CBS Interviews AMA Head Who Frets Bans on Trans Surgeries & Abortions

June 15th, 2023 9:39 PM

On Thursday’s edition of CBS Evening News, anchor Norah O’Donnell had a sitdown interview with Doctor Jesse Ehrenfeld, the president of the American Medical Association who grumbled that doctors and other medical professionals were struggling in their professions due to states banning chemical castration and other transgender surgeries. 

After introducing Ehrenfeld, O’Donnell asked him what he thinks was “the top issue facing physicians today.” Ehrenfeld responded that the United States has a “twin-endemic, a pandemic of the disease, plus a pandemic of misinformation and bad information.”

 

 

Narrating to the audience, O’Donnell bemoaned that “Dr. Ehrenfeld is taking over at a difficult time. Doctors are facing burnout, soaring medical costs, medicare payment issues, and new legislation targeting the LGBTQ community and reproductive rights.”

“We have a healthcare system in crisis,” Ehrenfeld proclaimed. When asked to clarify, he said, “In at least six states now, if I practice evidence-based care, I can go to jail. It's frightening. When a patient shows up in my office, if I do the right thing from a scientific, from an ethical perspective, to know that that care is no longer legal, criminalized, and could wind me in prison.”

There was no scientific evidence to support chopping off the healthy body parts of a young boy or girl in order to make them look like the opposite sex. Yet, O’Donnell never corrected him or challenged him in any way. 

Even worse, she accepted his anti-scientific narrative by referring to it as “criminalizing of doctor care.” 

“Health care has been a target as of late in a way that has been deeply damaging not just to the health of patients who are seeking specific services, but to every American,” Ehrenfeld decried.

Ending the segment, he worried that “we see patients who no longer confine in OB-GYN because OB-GNs are leaving a state where they have criminalized certain aspects of care. That affects all women in the state.”

This segment was made possible by Simplisafe. Their information is linked.

To read the transcript click “expand”:

CBS Evening News
6/15/2023
6:41:22 p.m. Eastern 

NORAH O’DONNELL: Dr. Jesse Ehrenfeld is an anesthesiologist, Navy veteran, and father. What do you think is the top issue facing physicians today? 

DR. JESSE EHRENFELD: So, after three years of experiencing so much stress with COVID, you know, we have had this twin-endemic, a pandemic of the disease, plus a pandemic of misinformation and bad information. 

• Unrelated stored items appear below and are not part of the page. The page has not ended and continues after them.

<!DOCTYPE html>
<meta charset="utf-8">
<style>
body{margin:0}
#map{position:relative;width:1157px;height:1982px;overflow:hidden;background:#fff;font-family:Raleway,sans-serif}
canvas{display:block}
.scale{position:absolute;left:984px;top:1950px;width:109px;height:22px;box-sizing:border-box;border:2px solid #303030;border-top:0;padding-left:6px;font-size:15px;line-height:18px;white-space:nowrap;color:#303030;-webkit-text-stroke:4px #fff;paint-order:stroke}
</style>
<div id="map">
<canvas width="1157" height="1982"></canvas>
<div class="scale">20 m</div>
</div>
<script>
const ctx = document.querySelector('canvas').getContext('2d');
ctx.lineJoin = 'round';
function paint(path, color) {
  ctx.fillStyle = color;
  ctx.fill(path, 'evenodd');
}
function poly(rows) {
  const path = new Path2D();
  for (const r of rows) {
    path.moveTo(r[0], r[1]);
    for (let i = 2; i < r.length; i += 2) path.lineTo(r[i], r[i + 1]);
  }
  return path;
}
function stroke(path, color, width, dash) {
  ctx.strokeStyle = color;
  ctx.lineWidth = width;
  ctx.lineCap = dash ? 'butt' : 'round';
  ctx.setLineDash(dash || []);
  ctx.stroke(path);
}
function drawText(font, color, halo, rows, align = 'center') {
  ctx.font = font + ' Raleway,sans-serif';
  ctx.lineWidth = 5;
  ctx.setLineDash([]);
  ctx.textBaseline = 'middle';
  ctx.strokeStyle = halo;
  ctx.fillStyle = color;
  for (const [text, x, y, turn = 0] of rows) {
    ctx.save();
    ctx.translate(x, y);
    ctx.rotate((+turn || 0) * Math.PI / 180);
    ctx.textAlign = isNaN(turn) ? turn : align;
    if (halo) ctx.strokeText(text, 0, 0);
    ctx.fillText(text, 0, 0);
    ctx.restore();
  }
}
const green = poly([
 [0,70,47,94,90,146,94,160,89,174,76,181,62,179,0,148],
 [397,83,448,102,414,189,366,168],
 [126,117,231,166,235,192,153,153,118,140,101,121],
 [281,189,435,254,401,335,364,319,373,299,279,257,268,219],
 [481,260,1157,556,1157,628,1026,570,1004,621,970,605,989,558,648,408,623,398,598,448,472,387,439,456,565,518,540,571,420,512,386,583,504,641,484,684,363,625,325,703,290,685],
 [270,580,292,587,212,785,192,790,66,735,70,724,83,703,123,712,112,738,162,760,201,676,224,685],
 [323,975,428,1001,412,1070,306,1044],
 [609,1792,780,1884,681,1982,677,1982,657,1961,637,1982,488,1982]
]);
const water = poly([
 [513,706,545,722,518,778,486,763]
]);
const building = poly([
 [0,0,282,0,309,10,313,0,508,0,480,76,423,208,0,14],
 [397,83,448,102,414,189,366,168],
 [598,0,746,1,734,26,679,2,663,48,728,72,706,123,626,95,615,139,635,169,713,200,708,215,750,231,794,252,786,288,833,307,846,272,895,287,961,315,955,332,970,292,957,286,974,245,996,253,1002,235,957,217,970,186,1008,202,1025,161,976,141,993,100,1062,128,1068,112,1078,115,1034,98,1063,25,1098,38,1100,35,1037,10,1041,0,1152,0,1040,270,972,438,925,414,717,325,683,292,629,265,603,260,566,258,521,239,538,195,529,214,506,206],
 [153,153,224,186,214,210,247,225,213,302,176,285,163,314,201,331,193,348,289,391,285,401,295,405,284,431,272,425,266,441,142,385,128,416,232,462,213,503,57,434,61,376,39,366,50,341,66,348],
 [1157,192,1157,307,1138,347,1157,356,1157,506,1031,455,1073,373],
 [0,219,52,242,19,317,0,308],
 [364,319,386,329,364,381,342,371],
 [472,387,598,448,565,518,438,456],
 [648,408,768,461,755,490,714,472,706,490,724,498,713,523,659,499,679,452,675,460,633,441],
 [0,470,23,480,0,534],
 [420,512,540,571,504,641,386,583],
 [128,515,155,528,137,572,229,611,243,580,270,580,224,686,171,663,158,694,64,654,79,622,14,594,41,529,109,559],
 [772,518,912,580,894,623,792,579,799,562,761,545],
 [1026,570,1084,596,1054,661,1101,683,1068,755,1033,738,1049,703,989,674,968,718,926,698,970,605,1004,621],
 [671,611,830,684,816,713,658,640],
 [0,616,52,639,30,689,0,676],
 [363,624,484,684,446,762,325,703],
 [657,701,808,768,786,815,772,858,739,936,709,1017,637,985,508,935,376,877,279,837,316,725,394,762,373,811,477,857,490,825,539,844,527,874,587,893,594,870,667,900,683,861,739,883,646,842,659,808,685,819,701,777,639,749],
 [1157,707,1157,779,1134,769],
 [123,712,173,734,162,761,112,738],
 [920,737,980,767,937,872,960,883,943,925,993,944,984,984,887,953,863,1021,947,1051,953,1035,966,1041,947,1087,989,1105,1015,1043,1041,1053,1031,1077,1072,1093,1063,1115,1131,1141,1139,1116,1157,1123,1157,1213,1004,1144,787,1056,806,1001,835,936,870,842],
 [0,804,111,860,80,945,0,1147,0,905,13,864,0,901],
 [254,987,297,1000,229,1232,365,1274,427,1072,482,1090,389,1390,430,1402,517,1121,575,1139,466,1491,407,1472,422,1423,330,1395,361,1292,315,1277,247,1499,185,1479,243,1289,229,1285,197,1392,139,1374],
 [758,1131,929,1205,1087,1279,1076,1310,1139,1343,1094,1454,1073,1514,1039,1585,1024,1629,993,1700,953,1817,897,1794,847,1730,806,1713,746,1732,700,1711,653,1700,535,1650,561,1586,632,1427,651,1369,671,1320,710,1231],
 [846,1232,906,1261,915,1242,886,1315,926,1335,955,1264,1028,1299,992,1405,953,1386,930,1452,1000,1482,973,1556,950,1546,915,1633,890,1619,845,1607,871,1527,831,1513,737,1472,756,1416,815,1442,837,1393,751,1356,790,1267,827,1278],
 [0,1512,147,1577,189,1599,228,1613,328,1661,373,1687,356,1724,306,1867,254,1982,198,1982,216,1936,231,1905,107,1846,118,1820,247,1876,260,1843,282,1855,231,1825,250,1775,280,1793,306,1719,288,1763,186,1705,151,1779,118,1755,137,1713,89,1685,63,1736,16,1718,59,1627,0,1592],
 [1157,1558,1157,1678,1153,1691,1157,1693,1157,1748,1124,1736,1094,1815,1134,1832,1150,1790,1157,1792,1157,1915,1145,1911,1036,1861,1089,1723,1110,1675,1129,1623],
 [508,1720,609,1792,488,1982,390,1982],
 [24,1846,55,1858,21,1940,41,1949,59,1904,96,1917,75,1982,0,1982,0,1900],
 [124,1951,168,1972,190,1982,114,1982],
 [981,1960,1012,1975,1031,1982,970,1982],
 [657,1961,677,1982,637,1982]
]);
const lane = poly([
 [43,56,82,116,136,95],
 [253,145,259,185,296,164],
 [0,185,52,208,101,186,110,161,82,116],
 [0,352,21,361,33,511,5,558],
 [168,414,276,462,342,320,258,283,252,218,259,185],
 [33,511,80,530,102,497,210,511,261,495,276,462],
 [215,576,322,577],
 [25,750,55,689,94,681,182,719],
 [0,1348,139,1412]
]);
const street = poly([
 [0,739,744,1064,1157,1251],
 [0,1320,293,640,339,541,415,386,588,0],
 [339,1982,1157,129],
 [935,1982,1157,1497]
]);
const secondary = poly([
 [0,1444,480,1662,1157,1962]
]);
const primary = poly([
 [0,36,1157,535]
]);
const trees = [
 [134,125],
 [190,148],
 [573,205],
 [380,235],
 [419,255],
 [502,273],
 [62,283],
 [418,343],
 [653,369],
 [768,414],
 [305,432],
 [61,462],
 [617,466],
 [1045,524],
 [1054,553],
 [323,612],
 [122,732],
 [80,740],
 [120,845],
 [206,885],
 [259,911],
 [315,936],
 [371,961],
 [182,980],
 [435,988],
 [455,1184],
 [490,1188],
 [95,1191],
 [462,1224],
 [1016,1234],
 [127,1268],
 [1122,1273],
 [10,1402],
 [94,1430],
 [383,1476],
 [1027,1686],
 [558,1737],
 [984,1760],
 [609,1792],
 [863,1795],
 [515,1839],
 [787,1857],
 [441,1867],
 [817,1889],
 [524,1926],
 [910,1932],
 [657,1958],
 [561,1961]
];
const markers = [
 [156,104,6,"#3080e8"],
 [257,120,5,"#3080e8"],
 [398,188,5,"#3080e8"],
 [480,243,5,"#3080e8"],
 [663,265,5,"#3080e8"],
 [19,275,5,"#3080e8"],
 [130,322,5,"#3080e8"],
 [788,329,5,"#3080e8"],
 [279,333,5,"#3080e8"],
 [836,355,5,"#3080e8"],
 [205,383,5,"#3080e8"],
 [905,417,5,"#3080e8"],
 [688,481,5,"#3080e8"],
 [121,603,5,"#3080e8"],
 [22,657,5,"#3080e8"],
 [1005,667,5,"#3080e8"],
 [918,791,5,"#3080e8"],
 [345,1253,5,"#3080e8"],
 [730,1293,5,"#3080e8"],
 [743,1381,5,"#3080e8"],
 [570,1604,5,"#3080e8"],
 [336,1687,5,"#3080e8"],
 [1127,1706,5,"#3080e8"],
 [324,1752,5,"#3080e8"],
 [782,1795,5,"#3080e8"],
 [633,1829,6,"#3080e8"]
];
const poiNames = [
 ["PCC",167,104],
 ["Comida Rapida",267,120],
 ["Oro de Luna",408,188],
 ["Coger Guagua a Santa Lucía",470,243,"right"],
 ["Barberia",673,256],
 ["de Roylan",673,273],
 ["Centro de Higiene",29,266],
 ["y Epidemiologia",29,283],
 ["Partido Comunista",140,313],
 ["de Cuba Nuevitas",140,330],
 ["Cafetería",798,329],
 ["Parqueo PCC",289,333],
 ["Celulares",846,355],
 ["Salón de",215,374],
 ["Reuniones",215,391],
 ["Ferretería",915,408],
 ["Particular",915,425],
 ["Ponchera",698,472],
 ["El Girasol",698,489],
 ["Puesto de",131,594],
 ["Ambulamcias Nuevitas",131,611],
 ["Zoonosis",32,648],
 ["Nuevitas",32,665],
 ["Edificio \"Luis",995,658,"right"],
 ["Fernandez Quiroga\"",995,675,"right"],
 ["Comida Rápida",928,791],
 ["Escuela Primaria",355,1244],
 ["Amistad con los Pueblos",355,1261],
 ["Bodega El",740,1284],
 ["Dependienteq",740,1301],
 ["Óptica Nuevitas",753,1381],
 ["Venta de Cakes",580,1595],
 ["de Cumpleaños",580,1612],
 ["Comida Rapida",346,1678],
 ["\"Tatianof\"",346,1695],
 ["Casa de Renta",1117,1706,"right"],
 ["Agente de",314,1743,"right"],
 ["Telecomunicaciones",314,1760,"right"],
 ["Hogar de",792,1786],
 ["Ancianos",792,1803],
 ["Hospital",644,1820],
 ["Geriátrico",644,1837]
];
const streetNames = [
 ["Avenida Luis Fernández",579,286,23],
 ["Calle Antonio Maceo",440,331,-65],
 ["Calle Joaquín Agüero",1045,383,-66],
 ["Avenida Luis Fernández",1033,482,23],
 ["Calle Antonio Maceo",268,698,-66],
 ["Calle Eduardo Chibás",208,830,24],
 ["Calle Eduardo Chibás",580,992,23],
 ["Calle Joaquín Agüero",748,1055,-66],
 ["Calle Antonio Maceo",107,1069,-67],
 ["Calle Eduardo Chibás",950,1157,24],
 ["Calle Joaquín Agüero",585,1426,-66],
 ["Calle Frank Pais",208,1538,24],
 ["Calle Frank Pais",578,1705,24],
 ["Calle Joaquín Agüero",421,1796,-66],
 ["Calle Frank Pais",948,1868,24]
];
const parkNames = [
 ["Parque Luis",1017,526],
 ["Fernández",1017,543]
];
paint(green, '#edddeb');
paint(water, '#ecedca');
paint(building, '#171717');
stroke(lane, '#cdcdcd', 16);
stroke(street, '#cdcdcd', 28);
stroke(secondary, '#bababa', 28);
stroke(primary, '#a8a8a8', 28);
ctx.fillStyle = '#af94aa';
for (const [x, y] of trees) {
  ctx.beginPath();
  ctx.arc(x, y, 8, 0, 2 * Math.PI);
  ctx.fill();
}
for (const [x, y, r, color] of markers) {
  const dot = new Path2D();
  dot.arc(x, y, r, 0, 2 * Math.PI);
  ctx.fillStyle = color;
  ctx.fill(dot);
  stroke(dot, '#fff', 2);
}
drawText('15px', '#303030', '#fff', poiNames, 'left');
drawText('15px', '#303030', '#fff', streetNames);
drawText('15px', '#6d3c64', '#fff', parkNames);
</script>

O’DONNELL: Dr. Ehrenfeld is taking over at a difficult time. Doctors are facing burnout, soaring medical costs, medicare payment issues, and new legislation targeting the LGBTQ community and reproductive rights. 

EHRENFELD: We have a healthcare system in crisis. I hear that from my physician colleagues. 

O’DONNELL: How do we have a healthcare system in crisis? 

EHRENFELD: So today there are so many backseat drivers telling us what to do and we’ve got regulators that are discarding science and telling physicians how to practice medicine, putting barriers in care. 

O’DONNELL: Those barriers include what he considers the criminalization of healthcare. 

EHRENFELD: In at least six states now, if I practice evidence-based care, I can go to jail. It's frightening. When a patient shows up in my office, if I do the right thing from a scientific, from an ethical perspective, to know that that care is no longer legal, criminalized, and could wind me in prison. 

O’DONNELL: What kind of care are you talking about? 

EHRENFELD: So, gender-affirming care, care for transgender patients, as well as abortion, reproductive health care. 

O’DONNELL: What do you think’s behind this criminalizing of Doctor care?

EHRENFELD: Health care has been a target as of late in a way that has been deeply damaging not just to the health of patients who are seeking specific services, but to every American. So we see patients who no longer confine in OB-GYN because OB-GNs are leaving a state where they have criminalized certain aspects of care. That affects all women in the state. 

O’DONNELL: Dr. Ehrenfeld hopes to improve health equity for all underserved groups. And he hopes to be a role model for any young doctors, and especially his own sons.